Microbes possess extraordinarily diverse and sophisticated physiologies, communication strategies, and mechanisms of evolution. Scientists and engineers are only beginning to understand and exploit the metabolic potential of these organisms and their communities. The broad objective of my research program is to improve our capacity to predict and model microbial behavior, while searching for novel biologically mediated transformations that can be harnessed for engineering applications.

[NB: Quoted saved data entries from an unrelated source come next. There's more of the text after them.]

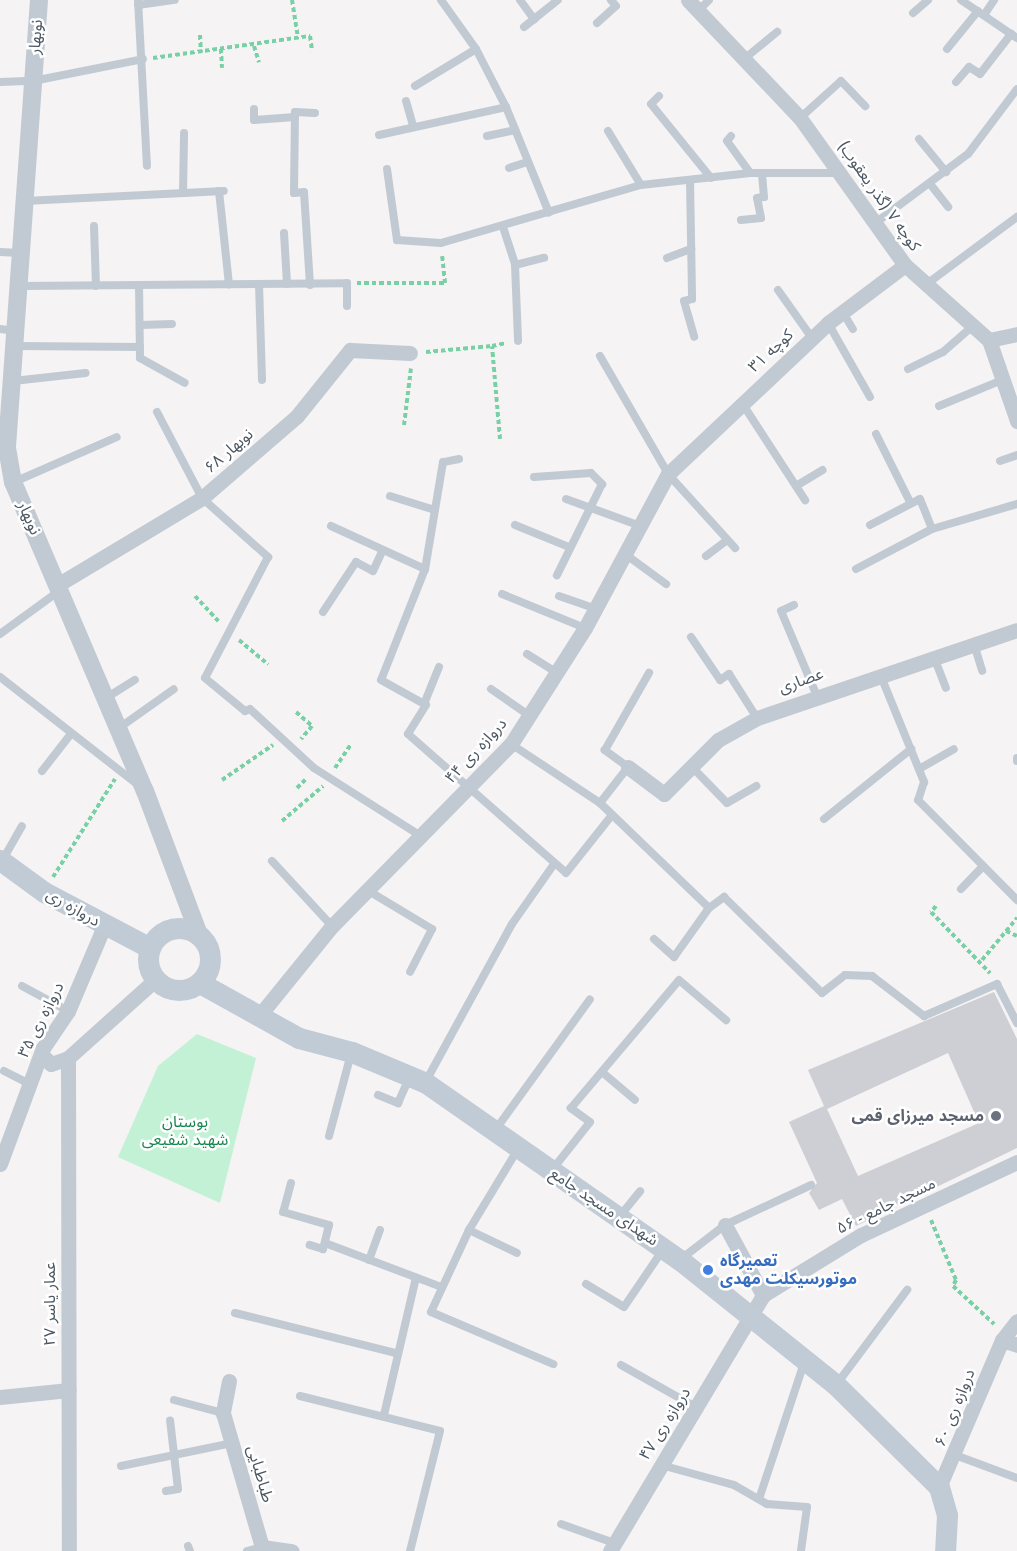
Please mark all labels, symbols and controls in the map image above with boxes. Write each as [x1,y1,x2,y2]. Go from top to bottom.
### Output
street label: نوبهار [25,19,47,55]
street label: کوچه ۷ (گذر یعقوب) [834,137,924,255]
street label: کوچه ۳۱ [745,325,797,377]
street label: نوبهار ۶۸ [201,425,257,477]
street label: نوبهار [13,498,45,538]
street label: عصاری [776,664,826,698]
street label: دروازه ری ۴۴ [441,714,511,788]
street label: دروازه ری [43,885,103,931]
street label: دروازه ری ۳۵ [14,979,68,1061]
place label: مسجد میرزای قمی [852,1106,984,1126]
marker: مسجد میرزای قمی [989,1109,1003,1123]
park label: بوستان شهید شفیعی [142,1112,228,1150]
street label: شهدای مسجد جامع [546,1164,662,1250]
street label: ۵۶ - مسجد جامع [833,1174,939,1238]
place label: تعمیرگاه موتورسیکلت مهدی [720,1251,857,1289]
street label: عمار یاسر ۲۷ [40,1262,60,1346]
marker: تعمیرگاه موتورسیکلت مهدی [701,1263,715,1277]
street label: دروازه ری ۶۰ [931,1366,979,1450]
street label: دروازه ری ۴۷ [635,1384,695,1464]
street label: طباطبایی [243,1443,277,1505]

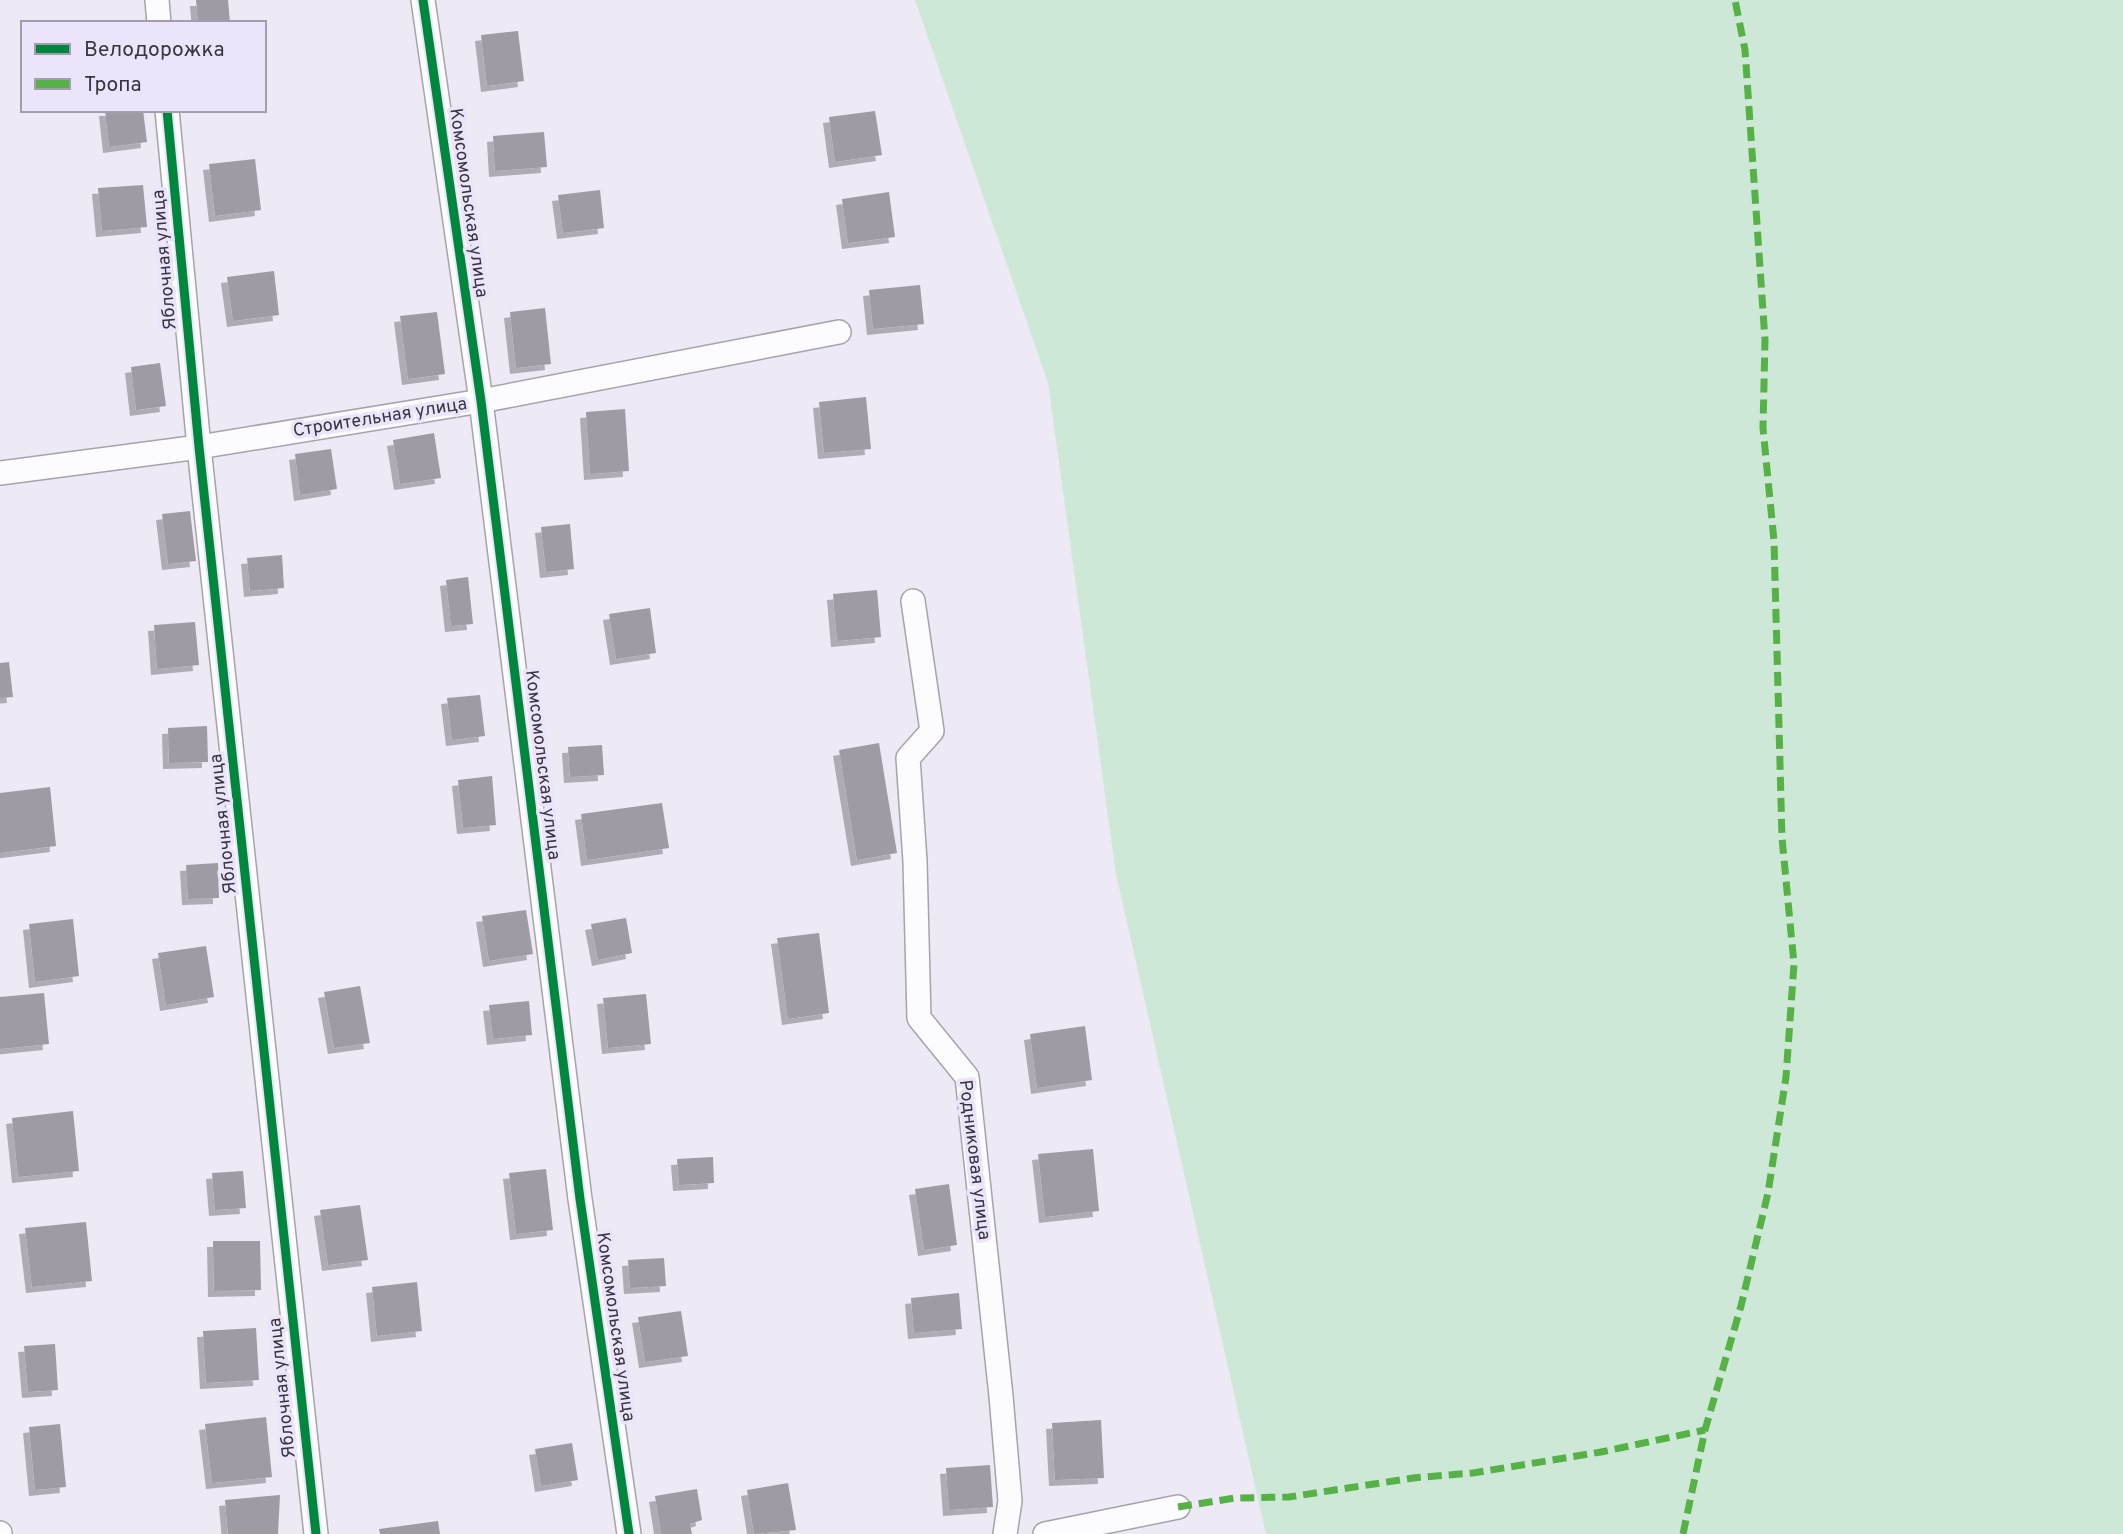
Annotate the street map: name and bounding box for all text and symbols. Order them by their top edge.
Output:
legend [21,21,266,112]
text: Велодорожка [84,37,224,64]
text: Тропа [84,72,142,99]
street label: Комсомольская улица [443,107,493,299]
street label: Яблочная улица [147,189,183,331]
street label: Строительная улица [291,393,469,443]
street label: Комсомольская улица [519,669,565,861]
street label: Яблочная улица [205,753,243,895]
street label: Родниковая улица [953,1079,995,1241]
street label: Комсомольская улица [590,1231,640,1423]
street label: Яблочная улица [264,1317,302,1459]

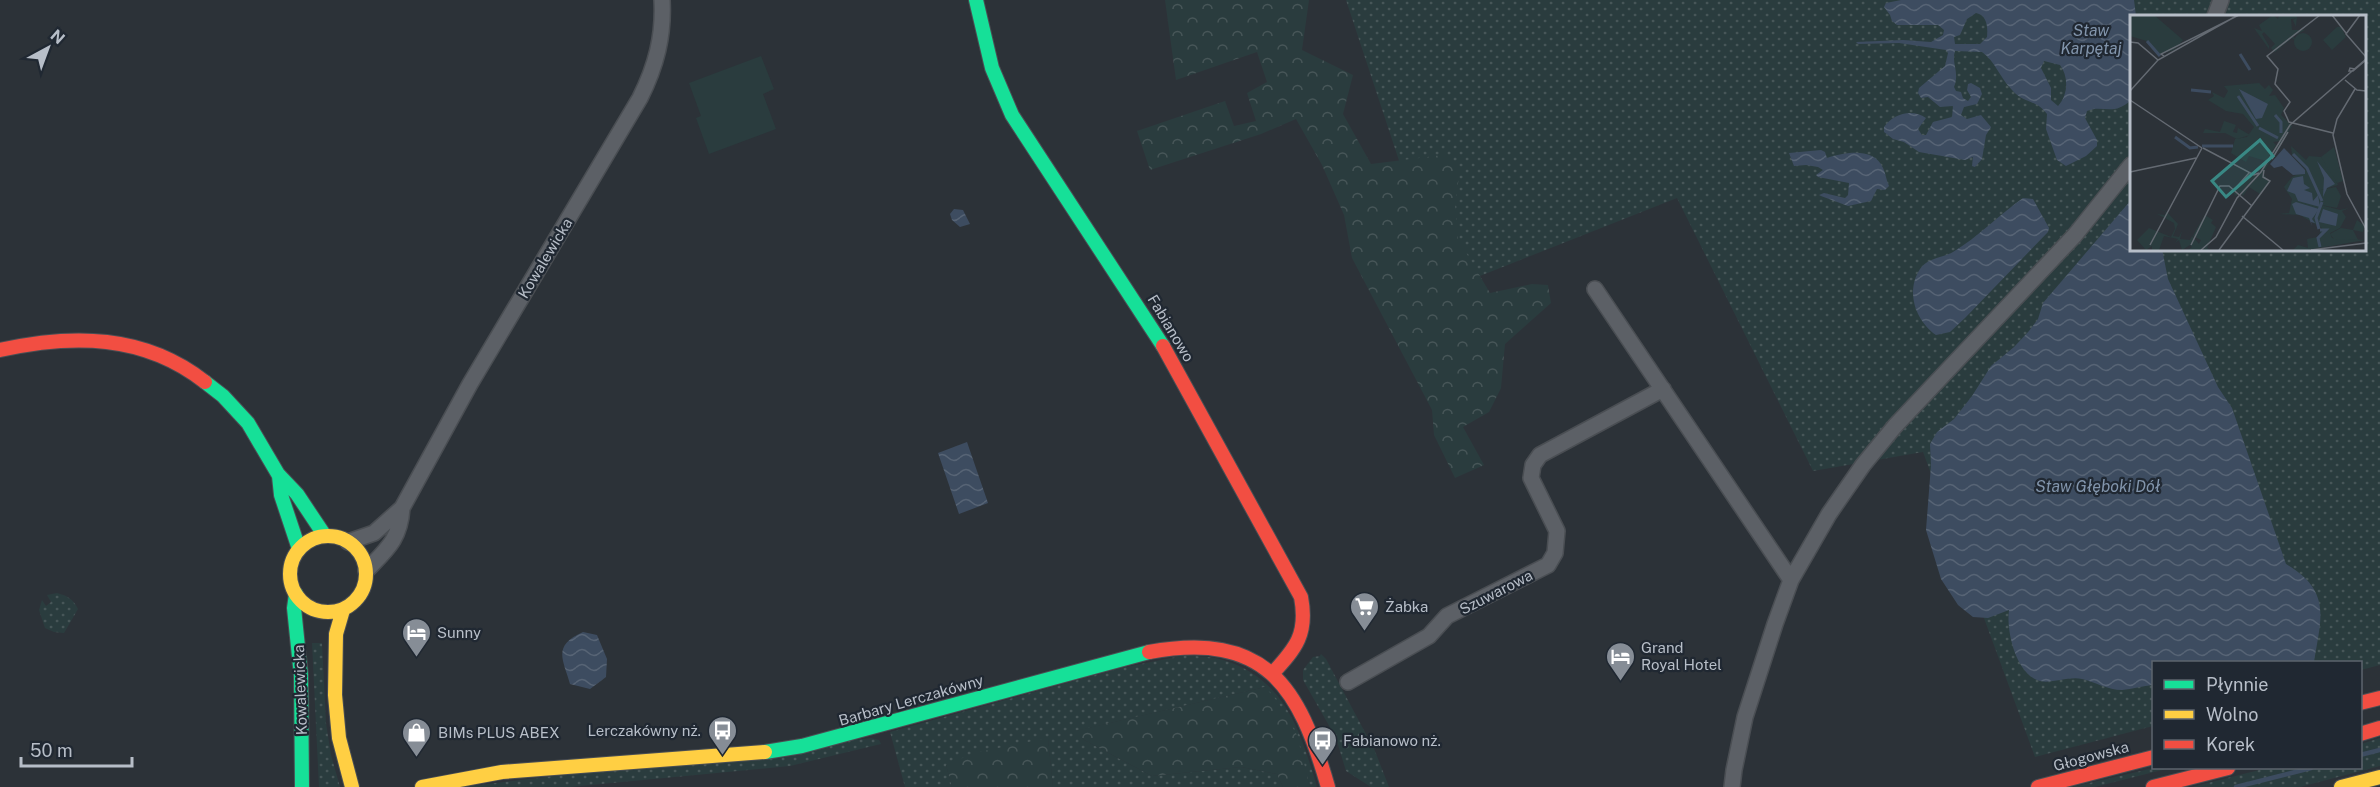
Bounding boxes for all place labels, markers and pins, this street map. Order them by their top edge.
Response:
supermarket icon: Żabka [1348,590,1380,632]
place label: Żabka [1385,597,1428,615]
hotel icon: Sunny [400,616,432,658]
place label: Sunny [437,624,481,641]
place label: Grand Royal Hotel [1641,639,1722,673]
hotel icon: Grand Royal Hotel [1604,640,1636,682]
bus stop icon: Lerczakówny nż. [706,714,738,756]
shop icon: BIMs PLUS ABEX [401,716,433,758]
place label: Lerczakówny nż. [587,722,701,739]
place label: BIMs PLUS ABEX [438,724,560,741]
bus stop icon: Fabianowo nż. [1306,724,1338,766]
place label: Fabianowo nż. [1343,732,1441,749]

My students and I study the microbial ecology of both natural and engineered systems. We use molecular tools to investigate microbial community structure and function in lakes and activated sludge. We also use high-frequency environmental sensor networks to measure important variables that we know influence bacterial communities. Sensor data provided through the Global Lake Ecological Observatory Network guides our adaptive sampling efforts and provides rich contextual data for our studies of lake bacterial community ecology. We are particularly interested in phosphorus, nitrogen, and carbon cycling in lakes and how this relates to eutrophication and water quality. We are using highly resolved time series sampling of multiple lakes, combined with metagenomics and meta-trascriptomics to explore how different lineages of freshwater bacteria contribute to this cycling.
We are also engaged in metagenomic and post-genomic approaches to dissecting the metabolism of bacteria specialized in the sequestration of phosphorus in activated sludge. This information will ultimately lead to the construction of more predictive mechanistic and ecosystem-scale models to describe such processes as wastewater treatment and freshwater nutrient cycling.